Today being Saturday I was able to get up during daylight, and found myself feeling a little like a liberated convict when I went outside and walked around Brunswick to meet friends for lunch, and later on to go for a walk - just a walk - by Merri Creek. It was amazing how much my mind and soul seemed to be revitalised by such a simple act but one which my life of late has not allowed.

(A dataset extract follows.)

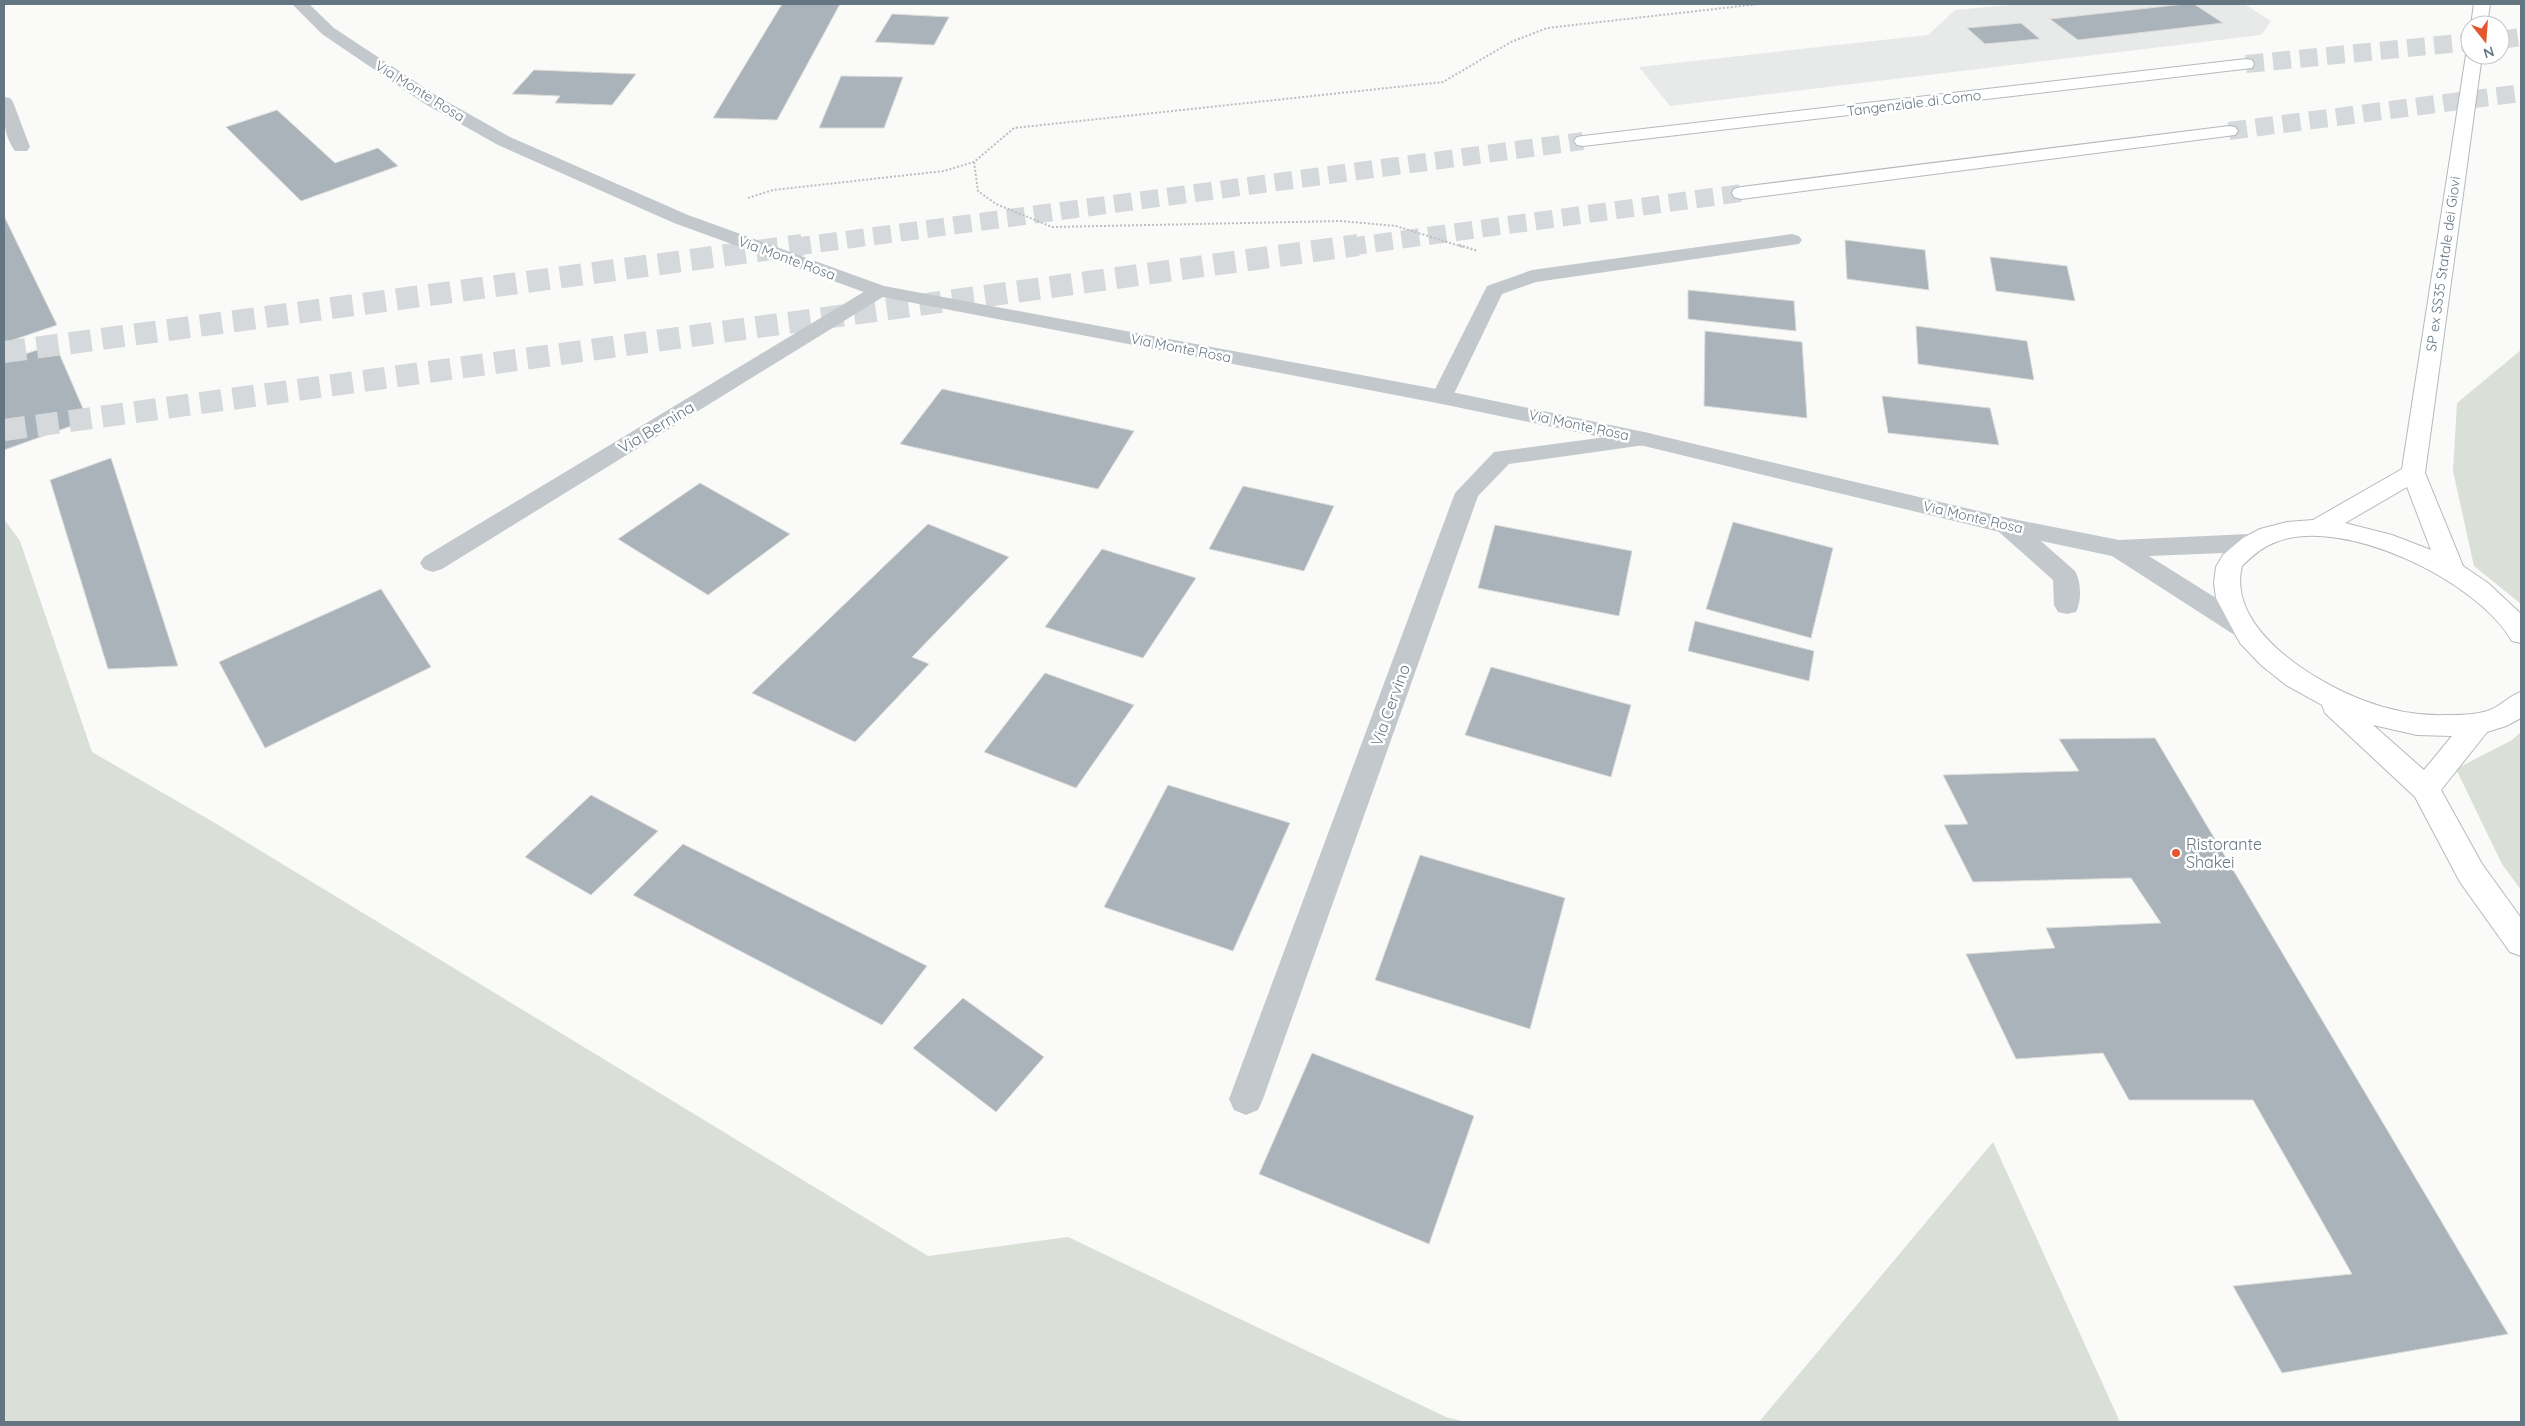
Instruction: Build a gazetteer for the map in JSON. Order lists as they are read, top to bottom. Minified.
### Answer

My father used to have a saying which he drilled into me from an early age: you change the things you can change, and put up with the things you can't. It's a tad blunt but true enough, I suppose. So in situations like the one in which I currently find myself, I have to ask: what things can I change, and what things must I simply put up with? I can't move closer to work, not just yet - those sorts of things can't be done overnight. I can't change the times of day that the sun is currently inclined to rise or set. I can't do much to reduce my workload. I'm sure, however, that in amongst all the necessity and stress, there's space for change. But I need some sort of distance from the situation to see these things.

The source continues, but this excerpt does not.